====== Information provided
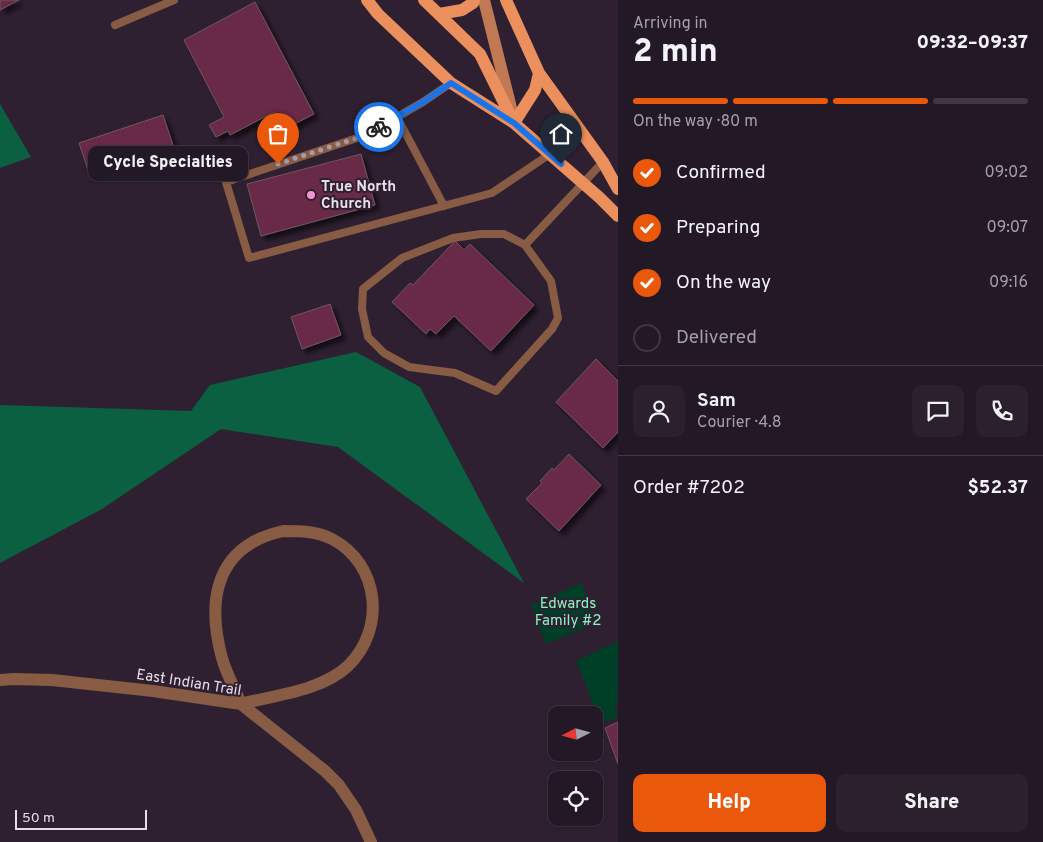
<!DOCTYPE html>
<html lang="en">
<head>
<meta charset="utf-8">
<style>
	:root { --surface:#231825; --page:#2b212d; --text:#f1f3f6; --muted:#a3a0a7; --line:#403742; --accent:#ea580c }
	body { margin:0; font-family:Overpass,sans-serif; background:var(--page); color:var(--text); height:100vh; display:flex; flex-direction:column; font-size:19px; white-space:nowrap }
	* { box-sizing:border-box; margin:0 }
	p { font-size:16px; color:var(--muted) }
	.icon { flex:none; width:28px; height:28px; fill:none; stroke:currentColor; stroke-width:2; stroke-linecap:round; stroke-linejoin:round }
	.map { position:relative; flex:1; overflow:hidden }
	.details { display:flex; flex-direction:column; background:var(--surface); width:425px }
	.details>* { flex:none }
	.needle { width:32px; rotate:264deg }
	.tools { position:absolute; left:548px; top:706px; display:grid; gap:10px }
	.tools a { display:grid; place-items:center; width:55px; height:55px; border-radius:10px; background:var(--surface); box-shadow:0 1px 4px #0004,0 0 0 1px var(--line); font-size:25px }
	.scale { position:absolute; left:15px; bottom:12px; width:132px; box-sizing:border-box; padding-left:5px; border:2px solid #e8dde9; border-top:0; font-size:14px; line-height:18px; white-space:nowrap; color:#e8dde9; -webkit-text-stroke:4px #2f2031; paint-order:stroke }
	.pin { position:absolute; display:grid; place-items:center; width:42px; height:42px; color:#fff; margin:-51px -21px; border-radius:50% 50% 50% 0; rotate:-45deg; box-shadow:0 0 5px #0007 }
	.pin .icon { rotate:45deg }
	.courier { position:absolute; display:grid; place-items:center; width:50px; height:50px; margin:-25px; border:4px solid #1a73e8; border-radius:50%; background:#fff; color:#222; box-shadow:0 1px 6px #0007 }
	.bubble { position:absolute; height:35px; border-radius:10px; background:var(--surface); box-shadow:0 1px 4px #0004,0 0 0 1px var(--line); font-size:16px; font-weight:800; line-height:35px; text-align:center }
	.overview em { font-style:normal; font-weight:800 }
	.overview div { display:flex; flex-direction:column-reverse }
	.overview { display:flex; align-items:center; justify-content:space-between; height:85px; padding:0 15px }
	h1 { font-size:32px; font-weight:800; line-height:38px }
	.bar { display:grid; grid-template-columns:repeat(4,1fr); gap:8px 5px; align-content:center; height:60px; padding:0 15px }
	.bar i { height:6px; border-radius:4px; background:var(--line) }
	.bar .selected { background:var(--accent) }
	.bar p { grid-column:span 4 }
	.line { display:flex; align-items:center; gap:12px; padding:0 15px; border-top:1px solid var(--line) }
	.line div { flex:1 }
	.round { display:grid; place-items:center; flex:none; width:52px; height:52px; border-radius:10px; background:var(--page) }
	ol { padding:0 15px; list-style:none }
	li { display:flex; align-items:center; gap:15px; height:55px }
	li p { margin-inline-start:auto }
	li .icon { padding:5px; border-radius:50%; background:var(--accent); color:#fff; stroke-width:4 }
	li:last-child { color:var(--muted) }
	li i { width:28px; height:28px; border:2px solid var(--line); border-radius:50% }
	.button { display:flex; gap:10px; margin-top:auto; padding:10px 15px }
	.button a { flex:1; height:58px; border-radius:10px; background:var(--accent); color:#fff; font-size:20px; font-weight:800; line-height:58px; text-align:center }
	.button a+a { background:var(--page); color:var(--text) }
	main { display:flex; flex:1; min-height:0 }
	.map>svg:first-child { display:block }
</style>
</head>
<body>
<main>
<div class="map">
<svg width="618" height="842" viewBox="0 0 618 842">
	<defs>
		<filter id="shadow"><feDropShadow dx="4.5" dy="4.5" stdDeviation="2.5" flood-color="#0009"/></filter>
	</defs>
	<rect width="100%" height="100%" fill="#2f2031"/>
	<path fill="#003f27" d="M581,583L597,622L546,644L531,605Z
		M618,641V702L615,705L618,717L601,723L576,661Z"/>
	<path fill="#0a6040" d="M0,104L31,157L0,168Z
		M356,352L420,387L524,583L338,447L221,429L102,509L0,563V405L191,411L210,385Z"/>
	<path fill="#682c46" stroke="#6f555f" filter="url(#shadow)" d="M0,0H19L0,10Z
		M255,2L314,114L283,130L274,112L230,135L228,131L216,137L209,125L224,117L184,40Z
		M163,115L174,148L90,176L79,143Z
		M361,154L375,205L261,236L247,184Z
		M455,241L464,250L470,244L534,305L491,351L454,316L436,334L430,329L426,334L392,302L410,283L413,285Z
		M330,304L341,335L302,349L291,317Z
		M596,359L618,381V432L603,448L556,402Z
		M569,454L601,485L559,531L526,499L542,483L540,481L552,468L554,470Z
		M618,722V764L605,728Z"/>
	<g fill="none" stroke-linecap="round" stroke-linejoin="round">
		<path stroke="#885c44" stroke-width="8" d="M115,25L174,0
			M451,83L423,102L366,135L226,182L249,258L492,193L550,154
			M397,117L444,206
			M525,245L551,281L558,318L552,329L496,391L455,373L409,367L384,353L368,337L362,309L363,289L402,258L453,238L481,234H504L525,245L603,162"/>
		<path stroke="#885c44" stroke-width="12" d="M283,531C301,531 316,531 332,539C380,564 386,629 348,666C321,691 276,695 241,704C235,689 226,673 222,658C206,599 216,546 283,531Z
			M0,680L14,679L52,680L153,691L241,704L325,771L339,785L356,810L371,842"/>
		<path stroke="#c07952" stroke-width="12" d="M484,0L512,112"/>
		<path stroke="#eb8f5c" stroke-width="12" d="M367,0L378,14L451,83L514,123L600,198L618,216
			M424,0L480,54L514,123
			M506,0L539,73L603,162L618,189
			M439,14L462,10L473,3L474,0
			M514,123L535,90L539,73"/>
	</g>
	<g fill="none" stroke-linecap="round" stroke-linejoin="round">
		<path stroke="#a79ba9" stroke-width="5" stroke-dasharray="0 9" d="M278,164L366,135L379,127"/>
		<path stroke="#1a73e8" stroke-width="6" d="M379,127L423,102L451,83L514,123L561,164"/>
	</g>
	<circle fill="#f491d3" stroke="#2f2031" stroke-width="2" cx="311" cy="195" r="5"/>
	<g text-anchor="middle" stroke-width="4" stroke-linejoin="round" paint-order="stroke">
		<g font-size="15" font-weight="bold" fill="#e8dde9" stroke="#2f2031" text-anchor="start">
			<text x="321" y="191">True North<tspan x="321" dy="17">Church</tspan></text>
		</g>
		<g font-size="15" fill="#89f3bf" stroke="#2f2031">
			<text x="568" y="608">Edwards<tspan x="568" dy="17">Family #2</tspan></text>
		</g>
		<g font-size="15" fill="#e8dde9" stroke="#2f2031">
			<text transform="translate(189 682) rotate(9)" y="5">East Indian Trail</text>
		</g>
	</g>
</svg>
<div class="tools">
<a><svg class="needle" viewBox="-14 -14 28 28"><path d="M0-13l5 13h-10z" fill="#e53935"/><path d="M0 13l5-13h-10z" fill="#a3a0a7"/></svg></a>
<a><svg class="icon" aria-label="locate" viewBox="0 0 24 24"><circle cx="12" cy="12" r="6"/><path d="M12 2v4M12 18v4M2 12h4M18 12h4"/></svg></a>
</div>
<div class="scale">50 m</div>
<div class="pin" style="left:278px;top:164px;background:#ea580c"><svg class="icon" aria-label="bag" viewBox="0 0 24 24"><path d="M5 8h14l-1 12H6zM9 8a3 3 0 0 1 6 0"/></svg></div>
<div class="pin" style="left:561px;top:164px;background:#1f2937"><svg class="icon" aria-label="home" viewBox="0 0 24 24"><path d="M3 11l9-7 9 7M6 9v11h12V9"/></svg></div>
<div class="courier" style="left:379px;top:127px"><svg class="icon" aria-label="bike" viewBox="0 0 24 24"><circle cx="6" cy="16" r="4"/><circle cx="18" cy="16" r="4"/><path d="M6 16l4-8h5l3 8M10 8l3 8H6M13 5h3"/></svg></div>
<div class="bubble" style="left:88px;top:146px;width:160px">Cycle Specialties</div>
</div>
<section class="details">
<div class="overview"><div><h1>2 min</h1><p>Arriving in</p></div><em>09:32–09:37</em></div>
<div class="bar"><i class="selected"></i><i class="selected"></i><i class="selected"></i><i></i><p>On the way · 80 m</p></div>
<ol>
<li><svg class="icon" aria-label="check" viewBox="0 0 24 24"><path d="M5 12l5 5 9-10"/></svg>Confirmed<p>09:02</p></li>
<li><svg class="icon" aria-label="check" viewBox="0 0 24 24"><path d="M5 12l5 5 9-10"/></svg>Preparing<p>09:07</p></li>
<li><svg class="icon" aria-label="check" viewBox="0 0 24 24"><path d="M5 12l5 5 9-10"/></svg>On the way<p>09:16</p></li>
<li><i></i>Delivered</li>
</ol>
<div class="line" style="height:90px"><a class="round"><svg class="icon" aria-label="person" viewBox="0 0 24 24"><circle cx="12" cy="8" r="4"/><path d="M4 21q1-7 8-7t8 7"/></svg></a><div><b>Sam</b><p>Courier · 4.8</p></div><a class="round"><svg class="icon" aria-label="chat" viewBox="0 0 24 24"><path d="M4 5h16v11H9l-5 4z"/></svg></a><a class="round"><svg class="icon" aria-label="phone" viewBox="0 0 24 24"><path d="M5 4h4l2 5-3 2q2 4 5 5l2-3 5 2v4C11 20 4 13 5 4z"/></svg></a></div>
<div class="line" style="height:65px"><div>Order #7202</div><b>$52.37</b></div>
<div class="button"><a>Help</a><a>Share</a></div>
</section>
</main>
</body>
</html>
============
• [Assignment]: Go through the material above and report each line containing "sizing".

• [Result below]:
	* { box-sizing:border-box; margin:0 }
	.scale { position:absolute; left:15px; bottom:12px; width:132px; box-sizing:border-box; padding-left:5px; border:2px solid #e8dde9; border-top:0; font-size:14px; line-height:18px; white-space:nowrap; color:#e8dde9; -webkit-text-stroke:4px #2f2031; paint-order:stroke }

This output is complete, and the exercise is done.